Genene Jones was merely a LVN (Licensed Vocational
Nurse) at the Bexar County Hospital in San Antonio; however she seemed to
possess more experience and knowledge than any RN (Registered Nurse). That was
one of the reasons why the nursing supervisors and some doctors were impressed
with her; so much so that she sometimes ran the PICU (Pediatric ICU), instead
of a more senior and qualified nursing personnel.
A couple of nurses, Pat Alberti and her good
friend found it terribly suspicious that too many children were dying or dead
on Genene’ s shift. They checked the
PICU statistic log and presented their findings to the head nurse, Pat Belko and her supervisor, Judy Harris. Belko however attributed this to back-stabbing
and gossips, and warned the nurses against spreading rumours. No action was taken so Pat Alberti went one level higher and
reported her suspicions to the unit director, Dr James Robotham, who was
troubled enough to inform his superior, Dr Robert Franks. Dr Robotham was instructed to investigate
further and continue monitoring the matter.
Having completed his investigation, Dr Robotham submitted his findings
to Dr Franks, who concluded that there was no possible nursing misadventure in
any of the deaths. . However the PICU
continued to suffer from an apparent ‘epidemic’ of fatalities - in the span of
two weeks, there were seven deaths. To
his credit, Dr Robotham tried to remove the nurse whom he suspected of being
the source of the problems; however this effort was thwarted by the nursing
unit. A meeting was called, involving
the heads of the hospital, medical school, PICU and the nursing unit. They decided on hiring a group of external
medical experts to conduct a further investigation. One of their recommendations was to remove
both Pat Alberti and Genene Jones.
Genene Jones left the Bexar County Hospital with a favorable
recommendation, and was later employed by Dr Kathy Holland, who had opened a
pediatric clinic in Kerrville, Texas. Within the short period of two months, Dr
Holland’s clinic had rushed seven children to the Sid Peterson hospital, all suffering
from seizures. All survived, except for
and a little girl, Chelsea McCellan, who had died on the way to the
hospital. The doctors at Sid Peterson
noticed the number of respiratory or cardiac arrests from the clinic. One of
the doctors had noticed that one of the little patients seemed to be resisting
the effects of a drug called succinylcholine, rather than recovering from a
seizure. A bottle of succinylcholine had
been reported missing a few weeks ago by Genene Jones, and was later found to
have puncture marks in its rubber top.
Dr Holland was getting suspicious; after this discovery, she fired
Genene and reported the incidents.
Two grand juries were convened in Kerr County and San Antonio to look into the baby deaths.
The Kerr County grand jury indicted
Genene Jones for murder and injury, followed by the San Antonio grand jury on charges of
injuring a four-week old boy. There
were two separate trials; in Kerr County the jury found her guilty and had
wanted to give her beyond the maximum, to keep her away from society for as
long as possible - 199, 299 or even 499 years.

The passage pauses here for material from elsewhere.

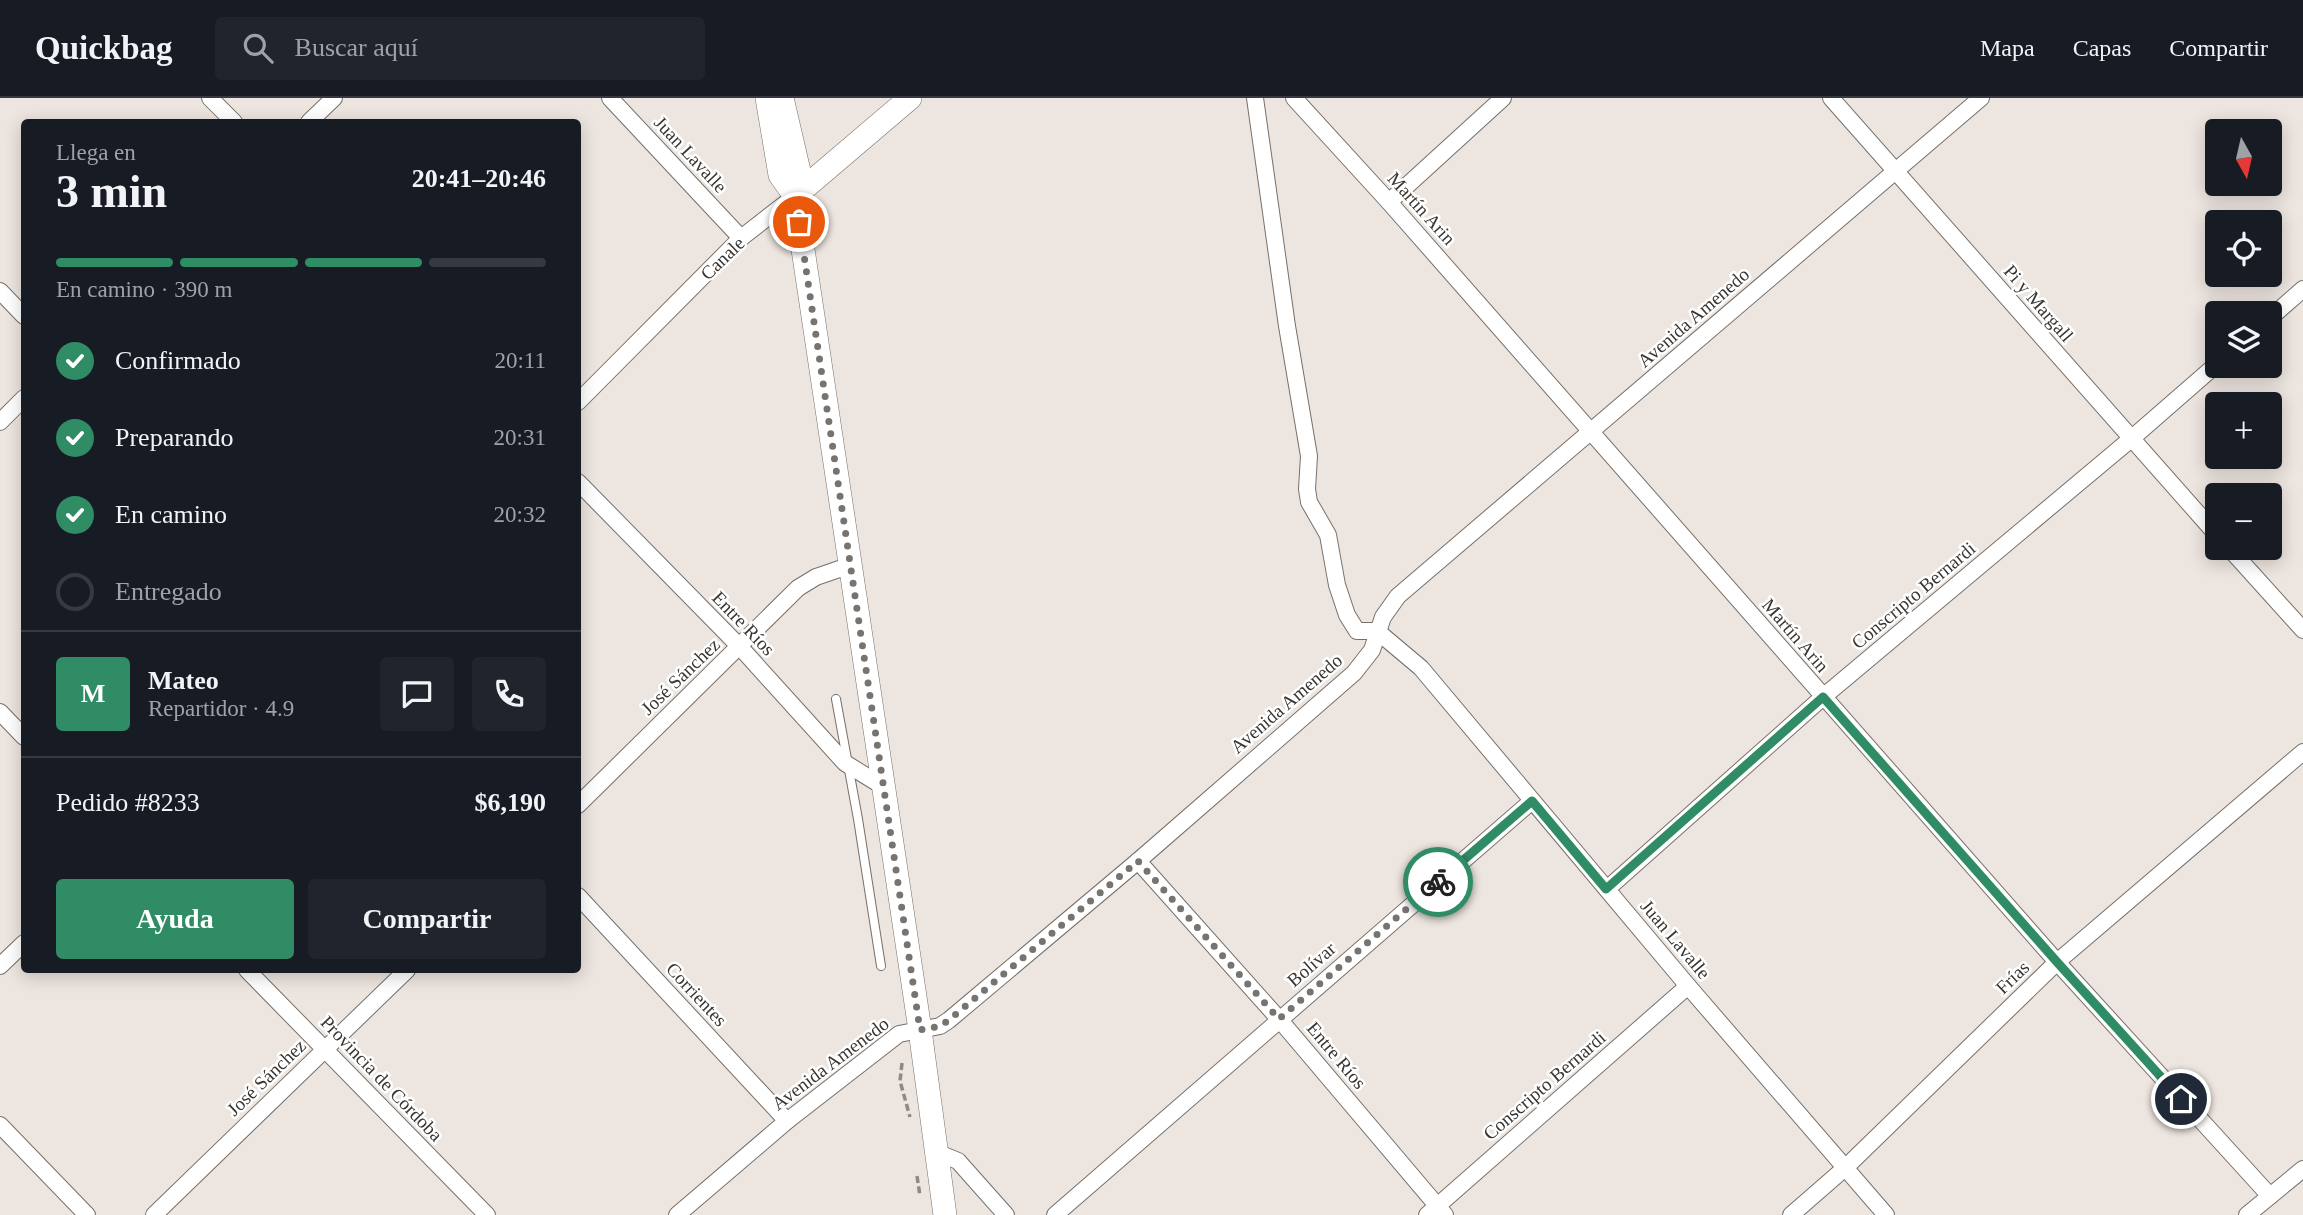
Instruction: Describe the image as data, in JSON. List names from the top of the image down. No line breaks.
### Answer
{"streets":{"main road":["Canale"],"street":["Juan Lavalle","Martín Arin","Pi y Margall","Avenida Amenedo","Conscripto Bernardi","Entre Ríos","José Sánchez","Bolívar","Frías","Corrientes","Provincia de Córdoba"]},"crossings":[["Juan Lavalle","Canale"],["Juan Lavalle","Avenida Amenedo"],["Juan Lavalle","Conscripto Bernardi"],["Juan Lavalle","Bolívar"],["Juan Lavalle","Frías"],["Martín Arin","Avenida Amenedo"],["Martín Arin","Conscripto Bernardi"],["Martín Arin","Frías"],["Pi y Margall","Avenida Amenedo"],["Pi y Margall","Conscripto Bernardi"],["Avenida Amenedo","Entre Ríos"],["Avenida Amenedo","Corrientes"],["Conscripto Bernardi","Entre Ríos"],["Entre Ríos","José Sánchez"],["Entre Ríos","Bolívar"],["José Sánchez","Provincia de Córdoba"]],"north":"bottom","page":{"header":"Quickbag","search":"Buscar aquí","nav":["Mapa","Capas","Compartir"],"map_buttons":["+","−"],"heading":["3 min","Llega en","20:41–20:46"],"panel":["Mateo","Repartidor · 4.9","Pedido #8233","$6,190"],"bar":"En camino · 390 m","list":[["Confirmado","20:11"],["Preparando","20:31"],["En camino","20:32"],"Entregado"],"round":"M","buttons":["Ayuda","Compartir"]}}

In Bexar County, Jones was also found
guilty and the two sentences combined to a total of 159 years. Unfortunately she would be eligible for
automatic parole in 2017.
Genene Jones had not only injured and murdered
children who were too young to complain or retaliate; she had also ruined the
reputation of a conscientious doctor. Dr
Holland did the one thing that the authorities at the Bexar County Hospital had not dared or were too
unethical to do – Dr Holland had reported her suspicions. I had felt that the insensitive hospital
authorities at the Bexar County Hospital, especially the nursing and the
medical hospital heads, should be held responsible - even though they were aware of the
incidences, they had preferred to stay silent.
They took the coward’s way out – fire both Genene Jones and the
whistleblower. The nursing heads were
the worst – they attributed the complaints to ‘gossips’ and ‘back-stabbing’ and
did not investigate further into the allegations, all because Genene Jones
happened to be the ‘pet’ of Pat Belko, the head nurse. These were the ones who had allowed a killer
to roam free to pursue her deadly hobby of injecting helpless kids with deadly
Deadly Medicine is a very spell-binding account of
the appalling crimes of Genene Jones.
The book reflected the depth of the research the authors had conducted
in writing the book. Once started, you
would find difficulty in putting the book down.
Though there was a lot of medical and legal terms, the book is well
organized, interspersed with interesting interviews with key people involved in
one way or other in the crimes or trial of Jones. A compelling book about a baby-killer nurse
and the questionable ethics and insensitiveness of a health-care institution.